I'm just not feeling very up with myself right about now. I hope I'll feel different once I suit up and turn in some applications, but this sucks. I mean, the most important thing I've done in the last two weeks was put insulating plastic on the windows in our Audrey's room so we could start her sleeping in there. For most adult males, that's an afternoon project to be done in between football games on a Sunday after a hard week of work.
Crap.

4 comments:

Ryan Woods said...

I feel your pain. And I'm not saying that in a nice kind of way, but I seriously completely understand what you're saying.
I don't bring home any bacon.
I get to spend lots of time with my family, which is amazing, but that's something that homeless people do. I don't think it works to have two housewives in one house.
I'm not quite sure how to make friends. Like I was telling you yesterday, even you and Gmoney are our friends, but we don't really ever do anything together. And I've got lots of almost friends, but because I have kids we can't really be friends.
I'm not sure if I'm explaining everything very clearly. All I'm trying to say is that I understand...and it sucks. I do, though, think that we both can find a slight advantage in all this. Many people are defined by their work, by how much money they make, by the size of their house, etc. But we have the opportunity to be defined by who we are and what we do and etc. etc. etc. So eat that you mean world out there. Eat that with a side of bacon that neither Chris nor I can find.

Lori said...

I'm feeling for you chris. I'm glad we got to see you, gina, and your fancy baby last week, we really enjoyed it. I definitely hope some good job prospects pop up for you.

Anonymous said...

chris I think I know exactly how you feel. I was where you are about 2 months ago and I'm still there. I know this sounds corny but all I can tell you is keep faith brother. if I can land my dream job and somehow balance family and job and friends (mostly due to my amazing wife), I'm sure you can do better.

arwen said...

you're at a crossroad, my friend.

and I am now Captain Obvious.

so sorry you're down... so sorry indeed. Listen to Ryan's advantage. Its one of the things I admire most about his little brood... You get to spend time with your family. You don't have to say "Yeah.... I went to work 2 days after Audrey was born and now she's graduating from HS and I've seen her for a total of a week."
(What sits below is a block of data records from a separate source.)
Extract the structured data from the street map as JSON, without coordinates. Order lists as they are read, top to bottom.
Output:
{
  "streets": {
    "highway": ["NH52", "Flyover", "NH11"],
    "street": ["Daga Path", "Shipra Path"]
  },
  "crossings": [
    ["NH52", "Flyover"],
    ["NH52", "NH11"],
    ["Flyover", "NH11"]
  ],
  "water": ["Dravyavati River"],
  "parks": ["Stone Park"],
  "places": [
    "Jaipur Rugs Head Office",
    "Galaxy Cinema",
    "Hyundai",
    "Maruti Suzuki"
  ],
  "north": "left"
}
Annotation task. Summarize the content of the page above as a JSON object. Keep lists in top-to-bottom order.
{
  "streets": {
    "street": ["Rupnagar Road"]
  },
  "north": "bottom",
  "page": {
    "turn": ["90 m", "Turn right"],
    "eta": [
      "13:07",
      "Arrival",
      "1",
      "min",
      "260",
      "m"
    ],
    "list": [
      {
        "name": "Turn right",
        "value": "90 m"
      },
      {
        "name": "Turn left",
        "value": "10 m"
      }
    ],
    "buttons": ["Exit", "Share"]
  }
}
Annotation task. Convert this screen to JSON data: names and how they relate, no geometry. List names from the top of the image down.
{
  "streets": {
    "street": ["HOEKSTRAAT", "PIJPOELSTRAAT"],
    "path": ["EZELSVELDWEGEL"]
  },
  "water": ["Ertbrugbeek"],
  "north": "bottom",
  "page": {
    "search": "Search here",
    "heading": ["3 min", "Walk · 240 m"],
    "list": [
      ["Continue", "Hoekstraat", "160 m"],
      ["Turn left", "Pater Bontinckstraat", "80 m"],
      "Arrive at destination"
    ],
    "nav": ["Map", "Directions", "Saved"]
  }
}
I wish I had an answer that would solve everything because that is the kind of friend I am. I want to fix what is wrong.

But money is a bitch and I hate her/ him with my whole heart because I/ we need her/ him to do anything.

I say everyone pack up and lets move out there to my Commune Cult.

C'mon Chris.....
Bring your special ladies and your drum.
Steve will bring his banjo and Ryan will bring the projector from Reno.

It'll be grand.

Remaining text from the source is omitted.